On Monday, September 14, I received a late morning call from Cap Sante neighbors that they had a Barred owl on their property. I grabbed by camera and hustled over to find a Barred owl in full view. As we watched the owl flew to a patch of ground cover near the window, snatched a mouse and then flew to a different limb to devour the creature in a single gulp… which is why we have owl pellets. Fifty-eight photos later I had all the owl photos I could use for the morning.
At one point when the owl changed perches we saw the wings of another bird flash and we discovered it was an accipiter that briefly harassed the owl.
I arrived back home and glanced out the window at my watercourse just in time to see a pair of Yellow-rumped warblers (Audubon race) so I grabbed my camera again. They were gone by the time I got outside but I decided to wait awhile. Eventually a Golden-crowned kinglet showed up at the watercourse. Bird Notes, on NPR’s nMorning Edition, recently noted that these birds migrate not north and south but between elevations, with the birds breeding at the higher elevations during the spring and summer and returning to the lower elevations for the winter. The birds only began arriving back at my house (at roughly 100′ elevation!) in the past week or so.

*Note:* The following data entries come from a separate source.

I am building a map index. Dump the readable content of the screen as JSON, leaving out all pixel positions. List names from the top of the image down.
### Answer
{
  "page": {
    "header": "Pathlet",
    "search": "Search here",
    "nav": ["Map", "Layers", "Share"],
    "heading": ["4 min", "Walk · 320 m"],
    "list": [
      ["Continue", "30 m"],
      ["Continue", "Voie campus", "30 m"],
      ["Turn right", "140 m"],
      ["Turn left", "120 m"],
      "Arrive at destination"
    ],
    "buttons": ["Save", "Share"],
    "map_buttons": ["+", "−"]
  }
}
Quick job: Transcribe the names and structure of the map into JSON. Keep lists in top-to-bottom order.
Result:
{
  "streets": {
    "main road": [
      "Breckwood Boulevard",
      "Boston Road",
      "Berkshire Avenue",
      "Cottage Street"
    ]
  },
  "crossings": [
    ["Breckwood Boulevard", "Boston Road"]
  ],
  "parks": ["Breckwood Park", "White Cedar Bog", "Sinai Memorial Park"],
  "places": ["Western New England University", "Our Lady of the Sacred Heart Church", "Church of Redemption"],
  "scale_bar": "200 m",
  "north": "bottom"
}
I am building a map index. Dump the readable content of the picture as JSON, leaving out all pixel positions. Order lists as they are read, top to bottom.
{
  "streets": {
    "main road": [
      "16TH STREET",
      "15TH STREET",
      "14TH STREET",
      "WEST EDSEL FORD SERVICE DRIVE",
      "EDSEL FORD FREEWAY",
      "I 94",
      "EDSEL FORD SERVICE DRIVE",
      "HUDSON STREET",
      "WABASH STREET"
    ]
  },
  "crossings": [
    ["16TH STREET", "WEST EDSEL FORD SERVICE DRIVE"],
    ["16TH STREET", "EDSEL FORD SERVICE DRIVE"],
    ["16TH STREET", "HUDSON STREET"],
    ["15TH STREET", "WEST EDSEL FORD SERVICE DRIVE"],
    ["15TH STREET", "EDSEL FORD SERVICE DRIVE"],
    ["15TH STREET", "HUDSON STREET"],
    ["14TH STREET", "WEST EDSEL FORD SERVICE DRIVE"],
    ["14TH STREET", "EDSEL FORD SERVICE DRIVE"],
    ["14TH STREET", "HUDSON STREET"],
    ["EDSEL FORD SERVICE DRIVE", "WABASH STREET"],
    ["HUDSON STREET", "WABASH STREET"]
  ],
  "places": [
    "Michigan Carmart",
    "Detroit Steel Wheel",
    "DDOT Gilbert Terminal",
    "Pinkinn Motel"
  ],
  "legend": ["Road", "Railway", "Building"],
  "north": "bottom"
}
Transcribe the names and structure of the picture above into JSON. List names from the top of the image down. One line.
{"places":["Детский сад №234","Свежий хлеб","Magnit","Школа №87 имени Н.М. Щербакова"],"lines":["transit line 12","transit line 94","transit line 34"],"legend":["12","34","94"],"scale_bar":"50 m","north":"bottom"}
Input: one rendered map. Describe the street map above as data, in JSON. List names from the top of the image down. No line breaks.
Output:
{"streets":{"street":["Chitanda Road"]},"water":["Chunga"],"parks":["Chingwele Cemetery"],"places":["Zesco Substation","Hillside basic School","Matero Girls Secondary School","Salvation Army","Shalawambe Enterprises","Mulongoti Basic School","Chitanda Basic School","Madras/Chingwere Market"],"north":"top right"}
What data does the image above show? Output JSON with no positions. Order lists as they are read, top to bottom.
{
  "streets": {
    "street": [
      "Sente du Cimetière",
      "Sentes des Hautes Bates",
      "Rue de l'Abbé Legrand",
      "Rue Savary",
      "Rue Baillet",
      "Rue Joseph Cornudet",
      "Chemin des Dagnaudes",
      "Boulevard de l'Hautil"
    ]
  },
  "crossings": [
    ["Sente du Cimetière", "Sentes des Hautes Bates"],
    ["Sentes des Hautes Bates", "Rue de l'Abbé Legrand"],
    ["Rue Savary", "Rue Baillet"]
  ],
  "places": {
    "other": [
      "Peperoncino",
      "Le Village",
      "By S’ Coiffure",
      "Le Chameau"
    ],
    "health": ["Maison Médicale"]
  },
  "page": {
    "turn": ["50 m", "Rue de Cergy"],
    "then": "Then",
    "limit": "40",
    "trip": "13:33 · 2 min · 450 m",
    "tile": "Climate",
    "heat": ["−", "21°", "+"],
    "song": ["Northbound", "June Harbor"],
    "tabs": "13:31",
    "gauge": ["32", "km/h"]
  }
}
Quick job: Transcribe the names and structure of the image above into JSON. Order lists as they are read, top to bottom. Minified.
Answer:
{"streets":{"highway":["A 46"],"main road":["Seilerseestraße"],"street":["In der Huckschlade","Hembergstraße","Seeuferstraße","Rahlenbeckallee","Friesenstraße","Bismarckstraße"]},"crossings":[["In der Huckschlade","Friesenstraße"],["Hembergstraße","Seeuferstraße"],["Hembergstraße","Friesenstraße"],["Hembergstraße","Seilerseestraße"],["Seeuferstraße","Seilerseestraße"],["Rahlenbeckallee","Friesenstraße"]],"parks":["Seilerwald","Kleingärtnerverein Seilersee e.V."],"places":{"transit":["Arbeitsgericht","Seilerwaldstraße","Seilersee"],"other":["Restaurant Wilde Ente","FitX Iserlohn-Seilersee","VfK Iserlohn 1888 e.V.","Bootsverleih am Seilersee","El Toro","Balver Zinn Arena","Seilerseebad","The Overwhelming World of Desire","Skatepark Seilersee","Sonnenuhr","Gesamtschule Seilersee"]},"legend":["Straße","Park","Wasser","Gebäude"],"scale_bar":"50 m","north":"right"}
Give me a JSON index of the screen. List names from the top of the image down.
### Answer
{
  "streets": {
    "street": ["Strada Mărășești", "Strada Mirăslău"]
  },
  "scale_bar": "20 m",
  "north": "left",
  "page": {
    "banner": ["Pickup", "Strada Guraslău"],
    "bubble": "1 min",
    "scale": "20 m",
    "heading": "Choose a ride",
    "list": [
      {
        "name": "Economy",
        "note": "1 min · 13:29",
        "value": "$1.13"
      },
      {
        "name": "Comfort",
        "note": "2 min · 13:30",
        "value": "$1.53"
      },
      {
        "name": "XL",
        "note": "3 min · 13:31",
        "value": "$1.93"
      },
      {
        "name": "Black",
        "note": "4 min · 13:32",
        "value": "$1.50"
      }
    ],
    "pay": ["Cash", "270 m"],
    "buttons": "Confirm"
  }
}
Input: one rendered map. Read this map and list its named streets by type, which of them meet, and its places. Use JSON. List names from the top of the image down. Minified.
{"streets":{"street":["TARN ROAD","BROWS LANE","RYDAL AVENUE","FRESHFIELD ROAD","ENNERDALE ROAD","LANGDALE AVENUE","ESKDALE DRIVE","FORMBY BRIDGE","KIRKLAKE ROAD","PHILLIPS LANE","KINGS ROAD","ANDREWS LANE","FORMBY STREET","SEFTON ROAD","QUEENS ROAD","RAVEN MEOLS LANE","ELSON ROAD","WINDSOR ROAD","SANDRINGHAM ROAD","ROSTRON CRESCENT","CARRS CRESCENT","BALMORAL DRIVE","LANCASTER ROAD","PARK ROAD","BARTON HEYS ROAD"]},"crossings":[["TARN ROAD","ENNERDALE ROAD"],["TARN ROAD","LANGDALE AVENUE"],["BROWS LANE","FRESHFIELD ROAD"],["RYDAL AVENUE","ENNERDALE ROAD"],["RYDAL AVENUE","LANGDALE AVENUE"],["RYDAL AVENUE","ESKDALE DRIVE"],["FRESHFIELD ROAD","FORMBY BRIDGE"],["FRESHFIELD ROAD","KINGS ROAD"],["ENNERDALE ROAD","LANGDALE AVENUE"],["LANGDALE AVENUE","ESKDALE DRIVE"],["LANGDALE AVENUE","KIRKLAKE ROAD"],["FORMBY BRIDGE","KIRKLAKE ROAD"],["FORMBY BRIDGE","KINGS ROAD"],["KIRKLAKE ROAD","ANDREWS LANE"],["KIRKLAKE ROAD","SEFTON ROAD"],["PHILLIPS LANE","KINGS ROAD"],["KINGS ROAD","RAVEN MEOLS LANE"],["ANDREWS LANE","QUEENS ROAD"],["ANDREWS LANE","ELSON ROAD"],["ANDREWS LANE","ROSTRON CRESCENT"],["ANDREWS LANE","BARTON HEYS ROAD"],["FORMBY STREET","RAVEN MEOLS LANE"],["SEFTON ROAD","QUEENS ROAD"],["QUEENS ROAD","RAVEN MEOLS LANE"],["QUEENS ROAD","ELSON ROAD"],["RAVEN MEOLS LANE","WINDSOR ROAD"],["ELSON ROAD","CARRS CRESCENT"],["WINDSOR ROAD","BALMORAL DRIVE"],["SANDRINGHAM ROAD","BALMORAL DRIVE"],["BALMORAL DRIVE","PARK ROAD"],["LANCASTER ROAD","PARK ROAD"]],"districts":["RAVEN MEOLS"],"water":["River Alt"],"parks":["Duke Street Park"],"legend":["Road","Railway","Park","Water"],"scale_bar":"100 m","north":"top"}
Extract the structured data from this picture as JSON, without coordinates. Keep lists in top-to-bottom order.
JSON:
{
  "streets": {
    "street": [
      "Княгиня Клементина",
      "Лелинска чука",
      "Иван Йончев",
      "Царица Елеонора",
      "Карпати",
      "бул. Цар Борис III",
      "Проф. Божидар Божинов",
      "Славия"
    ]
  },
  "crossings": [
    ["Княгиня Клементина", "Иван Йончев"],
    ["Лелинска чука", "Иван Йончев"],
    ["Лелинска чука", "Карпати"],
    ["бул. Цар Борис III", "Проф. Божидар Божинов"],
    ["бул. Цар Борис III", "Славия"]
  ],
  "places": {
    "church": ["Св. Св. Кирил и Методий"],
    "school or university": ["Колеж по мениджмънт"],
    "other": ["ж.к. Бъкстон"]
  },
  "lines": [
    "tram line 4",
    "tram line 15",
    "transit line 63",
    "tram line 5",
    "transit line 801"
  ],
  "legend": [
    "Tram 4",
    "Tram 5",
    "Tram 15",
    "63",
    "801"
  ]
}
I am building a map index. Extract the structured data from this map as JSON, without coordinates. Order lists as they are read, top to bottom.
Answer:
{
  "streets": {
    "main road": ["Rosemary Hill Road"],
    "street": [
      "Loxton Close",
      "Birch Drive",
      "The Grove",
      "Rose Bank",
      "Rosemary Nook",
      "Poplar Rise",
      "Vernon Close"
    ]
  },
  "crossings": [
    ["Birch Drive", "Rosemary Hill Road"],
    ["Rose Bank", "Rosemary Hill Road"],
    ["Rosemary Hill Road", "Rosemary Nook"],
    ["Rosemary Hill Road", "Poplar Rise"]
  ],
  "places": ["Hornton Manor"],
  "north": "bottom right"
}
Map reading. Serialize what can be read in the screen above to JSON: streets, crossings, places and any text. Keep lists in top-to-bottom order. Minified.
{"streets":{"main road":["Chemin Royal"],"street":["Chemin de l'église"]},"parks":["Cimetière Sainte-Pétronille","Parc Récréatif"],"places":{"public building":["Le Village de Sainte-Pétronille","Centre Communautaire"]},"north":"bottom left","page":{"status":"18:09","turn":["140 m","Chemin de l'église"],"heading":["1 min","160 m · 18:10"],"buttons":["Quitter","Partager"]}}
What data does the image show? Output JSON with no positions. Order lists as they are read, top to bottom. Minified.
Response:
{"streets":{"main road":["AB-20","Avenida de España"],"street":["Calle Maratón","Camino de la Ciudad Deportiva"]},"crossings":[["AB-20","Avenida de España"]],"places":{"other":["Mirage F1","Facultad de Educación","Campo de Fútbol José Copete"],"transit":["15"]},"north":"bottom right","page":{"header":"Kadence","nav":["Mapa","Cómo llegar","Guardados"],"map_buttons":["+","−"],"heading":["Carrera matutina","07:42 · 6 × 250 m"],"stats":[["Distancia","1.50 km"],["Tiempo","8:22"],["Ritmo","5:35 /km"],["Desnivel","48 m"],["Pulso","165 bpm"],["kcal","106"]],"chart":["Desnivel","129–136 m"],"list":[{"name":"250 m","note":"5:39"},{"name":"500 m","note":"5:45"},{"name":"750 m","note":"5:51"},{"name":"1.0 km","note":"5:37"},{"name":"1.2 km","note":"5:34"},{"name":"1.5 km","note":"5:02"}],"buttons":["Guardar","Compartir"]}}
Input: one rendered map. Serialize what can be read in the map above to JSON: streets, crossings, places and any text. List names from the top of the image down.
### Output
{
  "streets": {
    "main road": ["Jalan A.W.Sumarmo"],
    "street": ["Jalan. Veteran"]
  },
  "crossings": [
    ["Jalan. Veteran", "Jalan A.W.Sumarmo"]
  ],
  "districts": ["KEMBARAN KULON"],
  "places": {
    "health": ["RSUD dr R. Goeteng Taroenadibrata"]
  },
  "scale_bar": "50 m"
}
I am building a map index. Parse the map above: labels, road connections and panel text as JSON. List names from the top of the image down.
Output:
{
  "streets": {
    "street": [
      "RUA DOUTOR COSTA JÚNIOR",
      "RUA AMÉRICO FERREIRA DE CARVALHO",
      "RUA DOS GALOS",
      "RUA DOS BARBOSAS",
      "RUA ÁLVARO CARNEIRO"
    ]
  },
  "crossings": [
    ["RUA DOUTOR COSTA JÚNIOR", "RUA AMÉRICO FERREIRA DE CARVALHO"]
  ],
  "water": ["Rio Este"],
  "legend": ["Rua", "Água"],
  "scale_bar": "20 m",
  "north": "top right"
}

Being a very early riser I was seriously in need of a nap, but yard activity was interesting enough to delay the nap for a little longer. I was glad I did because the next interesting bird to enter the yard was a Hermit’s thrush, a bird that I might not see in a year of birding, especially in our yard. I think I remember seeing one on the Cap Sante Overlook early last spring, but I was unable to obtain a photo at the time.